Todavia, é necessário reiterar que o processo de globalização,
com os seus aspectos positivos, está na base do grande desenvolvimento da
economia mundial do século XX. Vale a pena recordar que entre 1900 e 2000 a
população mundial quase quadruplicou, e que a riqueza produzida a nível mundial
aumentou em medida muito mais rápida, de tal forma que a renda média pro
capite aumentou em grande medida. Porém, ao mesmo tempo, não aumentou a
distribuição equitativa da riqueza mas, ao contrário, em muitos casos ela
diminuiu.
Mas o que impeliu o mundo para esta direcção, extremamente
problemática também para a paz?
Antes de tudo, um liberalismo económico sem regras e
incontrolado. Trata-se de uma ideologia, de uma forma de «apriorismo económico»,
que pretende tirar da teoria as leis de funcionamento do mercado e as chamadas
leis do desenvolvimento capitalista, exasperando alguns dos seus aspectos. Uma
ideologia económica que estabeleça a priori as leis de funcionamento do
mercado e do desenvolvimento económico, sem se confrontar com a realidade, corre
o risco de se tornar um instrumento subordinado aos interesses dos países que
gozam efectivamente de uma posição de vantagem económica e financeira.
Regras e controles, mesmo se de modo imperfeito, estão muitas
vezes presentes nos planos nacional e regional; todavia, a nível internacional,
tais regras e controles dificilmente se realizam e consolidam.
Na base das desigualdades e das distorções do desenvolvimento
capitalista existe, em grande parte, para além da ideologia do liberalismo
económico, também a ideologia utilitarista, ou seja, aquele delineamento
teórico-prático pelo qual: «O útil pessoal conduz ao bem da comunidade».
Há que observar que uma semelhante «máxima» contém uma alma de verdade, mas não
se pode ignorar que nem sempre o útil individual, embora seja legítimo, favorece
o bem comum.

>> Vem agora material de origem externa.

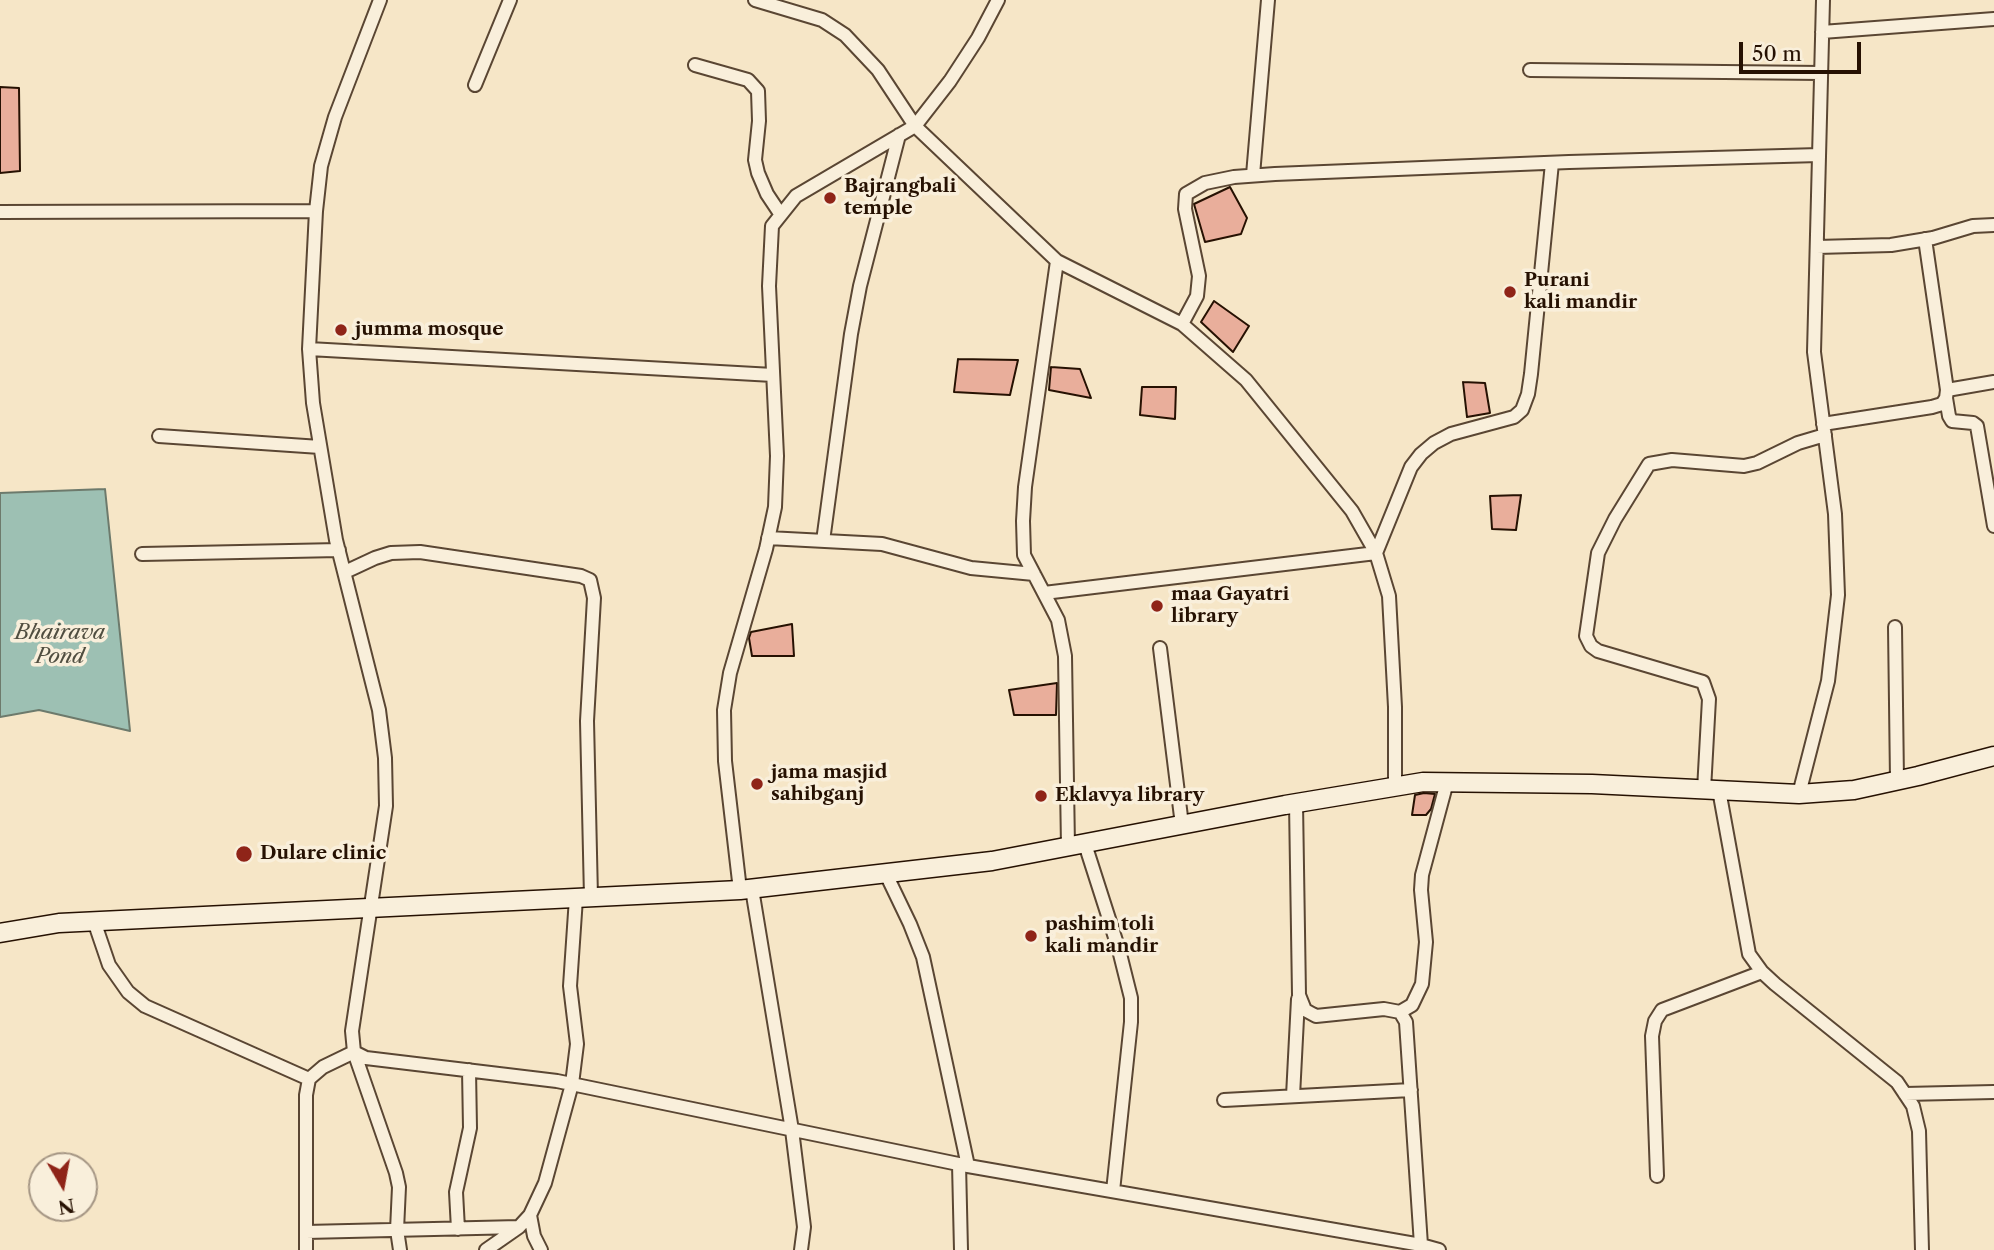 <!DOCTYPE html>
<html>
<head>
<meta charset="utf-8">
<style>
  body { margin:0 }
  #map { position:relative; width:1994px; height:1250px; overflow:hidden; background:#f6e6c7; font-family:"Libre Caslon Text",serif }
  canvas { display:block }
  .north { position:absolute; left:28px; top:1152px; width:70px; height:70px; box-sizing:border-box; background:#f9efdb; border:2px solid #a59684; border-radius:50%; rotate:170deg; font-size:19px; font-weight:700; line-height:28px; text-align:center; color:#261102 }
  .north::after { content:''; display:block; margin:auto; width:24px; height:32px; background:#8f2418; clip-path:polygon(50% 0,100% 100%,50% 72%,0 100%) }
  .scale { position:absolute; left:1739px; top:42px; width:122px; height:32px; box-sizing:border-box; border:4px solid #261102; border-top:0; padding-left:9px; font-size:21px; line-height:24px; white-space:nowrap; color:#261102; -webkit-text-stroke:5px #f9efdb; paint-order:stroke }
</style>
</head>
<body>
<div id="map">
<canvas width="1994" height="1250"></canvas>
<div class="north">N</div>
<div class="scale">50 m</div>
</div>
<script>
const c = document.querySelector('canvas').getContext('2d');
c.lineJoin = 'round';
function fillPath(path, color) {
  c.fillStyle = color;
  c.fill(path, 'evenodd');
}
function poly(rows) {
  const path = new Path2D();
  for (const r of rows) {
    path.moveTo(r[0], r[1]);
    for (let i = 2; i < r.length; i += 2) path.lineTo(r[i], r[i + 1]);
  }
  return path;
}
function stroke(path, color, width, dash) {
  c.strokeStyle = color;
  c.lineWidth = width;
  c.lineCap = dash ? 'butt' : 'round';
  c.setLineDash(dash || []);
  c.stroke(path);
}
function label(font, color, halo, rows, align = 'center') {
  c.font = font + ' "Libre Caslon Text",serif';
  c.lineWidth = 7;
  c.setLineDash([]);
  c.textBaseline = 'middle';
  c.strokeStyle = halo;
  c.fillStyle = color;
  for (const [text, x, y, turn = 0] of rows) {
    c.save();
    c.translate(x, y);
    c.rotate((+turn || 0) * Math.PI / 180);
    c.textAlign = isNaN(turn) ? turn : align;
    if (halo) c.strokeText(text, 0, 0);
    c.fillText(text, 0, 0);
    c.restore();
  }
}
const water = poly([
  [105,489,130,731,39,710,0,717,0,493,105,489]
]);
const building = poly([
  [0,87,19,88,20,171,0,173,0,87],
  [1230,187,1247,218,1241,234,1205,242,1194,204,1230,187],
  [1214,301,1249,326,1233,352,1201,322,1214,301],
  [958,359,1018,360,1010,395,954,392,958,359],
  [1051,367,1080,369,1091,398,1049,390,1051,367],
  [1463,382,1485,383,1490,413,1467,417,1463,382],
  [1142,387,1176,387,1175,419,1140,415,1142,387],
  [1521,495,1516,530,1492,529,1490,496,1521,495],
  [792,624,794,656,752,656,749,638,751,632,792,624],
  [1057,683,1056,715,1014,715,1009,690,1057,683],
  [1424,793,1435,794,1431,809,1426,815,1412,815,1415,795,1424,793]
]);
const street = poly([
  [380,0,335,117,321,166,316,211,309,349,313,403,336,540,379,710,385,758,386,806,352,1031,354,1052,366,1058,557,1081,968,1166,1421,1245,1439,1250],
  [755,0,822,20,845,35,878,70,915,126,1057,261,1182,324,1246,380,1352,511,1376,553,1389,596,1395,707,1395,786],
  [1822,32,1994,19],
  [695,65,748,80,758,91,759,121,755,160,758,173,767,194,781,215],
  [1530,70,1821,73],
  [475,85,510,0],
  [1253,175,1268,0],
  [0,212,316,211],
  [1817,247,1891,245,1933,238,1973,226,1994,225],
  [1057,261,1025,487,1023,521,1024,555,1058,620,1065,656,1068,847],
  [1182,324,1197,296,1199,276,1185,209,1186,194,1205,183,1234,177,1275,174,1569,162,1819,155],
  [309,349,773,375],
  [1947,390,1994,382],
  [1946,398,1949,416,1952,421,1973,423,1977,426,1994,526],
  [1823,424,1932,407,1942,404,1946,398,1947,390,1925,239],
  [159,436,320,447],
  [768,538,882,544,971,568,1034,574],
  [823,541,851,334,860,286,899,135],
  [142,554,339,550],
  [345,572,375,558,391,553,420,552,581,576,590,580,594,598,587,721,591,897],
  [1044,593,1376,553,1411,467,1421,454,1434,443,1451,434,1514,417,1522,410,1528,394,1531,374,1552,163],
  [1895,627,1897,780],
  [1160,648,1182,825],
  [1704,790,1709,699,1703,682,1598,651,1591,646,1586,636,1598,553,1615,519,1649,464,1672,460,1744,466,1757,463,1798,443,1825,435],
  [1719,790,1749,954,1762,972,1775,984,1897,1082,1913,1106,1919,1131,1922,1250],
  [1799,794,1828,681,1838,595,1835,514,1814,352,1823,0],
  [1296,803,1299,995,1305,1010,1316,1016,1384,1009,1400,1012,1406,1022,1421,1245],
  [1085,844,1119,950,1131,998,1131,1022,1113,1191],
  [886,874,910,924,923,957,968,1166],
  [752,889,792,1130,804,1227,801,1250],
  [740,890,725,761,724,710,730,673,766,549,775,507,777,456,769,286,772,226,796,196,915,126,950,81,978,38,998,0],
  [94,921,109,965,128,992,145,1006,309,1079],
  [1400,1012,1412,1005,1422,984,1426,942,1421,890,1422,875,1447,782],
  [1905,1094,1994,1092],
  [1293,1096,1298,999],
  [1224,1100,1411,1090],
  [959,1164,961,1250],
  [1657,1176,1652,1036,1655,1021,1662,1010,1762,972],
  [530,1215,534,1236,541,1250],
  [458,1229,456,1192,470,1128,469,1070],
  [306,1232,519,1227],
  [306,1250,306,1095,309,1079,323,1067,354,1052,396,1173,399,1187,397,1230,400,1250],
  [486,1250,519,1227,530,1215,545,1183,572,1084,577,1044,570,986,576,898]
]);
const secondary = poly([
  [0,933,59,923,740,890,992,861,1285,805,1423,782,1592,784,1799,794,1854,790,1918,776,1994,756]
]);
const markers = [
  [830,198,7,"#8f2418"],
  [1510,292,7,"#8f2418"],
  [341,330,7,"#8f2418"],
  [1157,606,7,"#8f2418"],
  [757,784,7,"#8f2418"],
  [1041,796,7,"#8f2418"],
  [244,854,9,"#8f2418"],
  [1031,936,7,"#8f2418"]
];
const poiNames = [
  ["Bajrangbali",844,187],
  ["temple",844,209],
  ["Purani",1524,281],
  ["kali mandir",1524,303],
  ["jumma mosque",355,330],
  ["maa Gayatri",1171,595],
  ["library",1171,617],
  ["jama masjid",771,773],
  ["sahibganj",771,795],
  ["Eklavya library",1055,796],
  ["Dulare clinic",260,854],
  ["pashim toli",1045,925],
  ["kali mandir",1045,947]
];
const waterNames = [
  ["Bhairava",60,633],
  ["Pond",60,657]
];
fillPath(water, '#9dc0b3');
stroke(water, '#6d7a6c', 2);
fillPath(building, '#e9ae9b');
stroke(building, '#261102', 2);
stroke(street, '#5a4633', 16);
stroke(secondary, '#261102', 21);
stroke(street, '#f9efdb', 12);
stroke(secondary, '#f9efdb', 18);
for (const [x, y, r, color] of markers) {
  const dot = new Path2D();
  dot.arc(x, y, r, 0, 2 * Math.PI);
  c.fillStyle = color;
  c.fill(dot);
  stroke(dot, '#f9efdb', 2.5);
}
label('bold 19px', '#261102', '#f9efdb', poiNames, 'left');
label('italic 21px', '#504e40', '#f9efdb', waterNames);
</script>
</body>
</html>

Em diversos casos é necessário um espírito de solidariedade que
transcenda o útil pessoal, para o bem da comunidade.
Nos anos 20 do século passado, alguns economistas já tinham
advertido contra a concessão de créditos excessivos, na ausência de regras e
controles, e contra aquelas teorias que hoje se tornaram ideologias e práticas
predominantes a nível internacional.
Um efeito devastador destas ideologias, principalmente nas
últimas décadas do século passado e nos primeiros anos deste novo século, foi a
explosão da crise na qual o mundo ainda agora se encontra mergulhado.
Na sua
encíclica social, Bento
XVI identificou de maneira
específica a raiz de uma crise, que não é unicamente de natureza económica e
financeira, mas antes de tudo de natureza moral e ideológica. Com efeito, a
economia — observa o Pontífice — tem necessidade da ética para o seu
funcionamento correcto, e não de uma ética qualquer, mas de uma ética amiga da
pessoa.(7) Além disso, ele denunciou o papel desempenhado pelo utilitarismo e pelo
individualismo, assim como as responsabilidades de quantos os assumiram e
difundiram como parâmetro para o comportamento exemplar daqueles — agentes
económicos e políticos — que agem e interagem no contexto social. Mas Bento XVI
identificou e denunciou também uma nova ideologia, a ideologia da tecnocracia.
2. O papel da técnica e o desafio ético
O grande desenvolvimento económico e social do século passado,
certamente com as suas luzes mas também com os seus graves cones de sombra, é
devido também ao desenvolvimento constante da técnica e, ao longo das décadas
mais recentes, aos progressos da informática e às suas aplicações, à economia e
em primeiro lugar às finanças.
Mas, para interpretar com lucidez a actual nova questão
social, é sem dúvida necessário evitar o erro, também ele filho da ideologia
neoliberalista, de considerar que os problemas a serem enfrentados são de tipo
exclusivamente técnico. Como tais, eles evitariam a necessidade de um
discernimento e de uma avaliação de tipo ético. Pois bem, a
encíclica de Bento
XVI
adverte contra os perigos da ideologia da tecnocracia, isto é, daquela
absolutização da técnica, que «tende a produzir uma incapacidade de perceber
aquilo que não se explica meramente pela matéria»,(8) e a minimizar o valor das
escolhas do indivíduo humano concreto que age no sistema económico-financeiro,
reduzindo-as a meras variantes técnicas. O fechamento a um «suplemento»,
entendido como um acréscimo em relação à técnica, não só torna impossível
encontrar soluções adequadas para os problemas, mas empobreceria cada vez mais,
nos planos material e moral, as principais vítimas da crise.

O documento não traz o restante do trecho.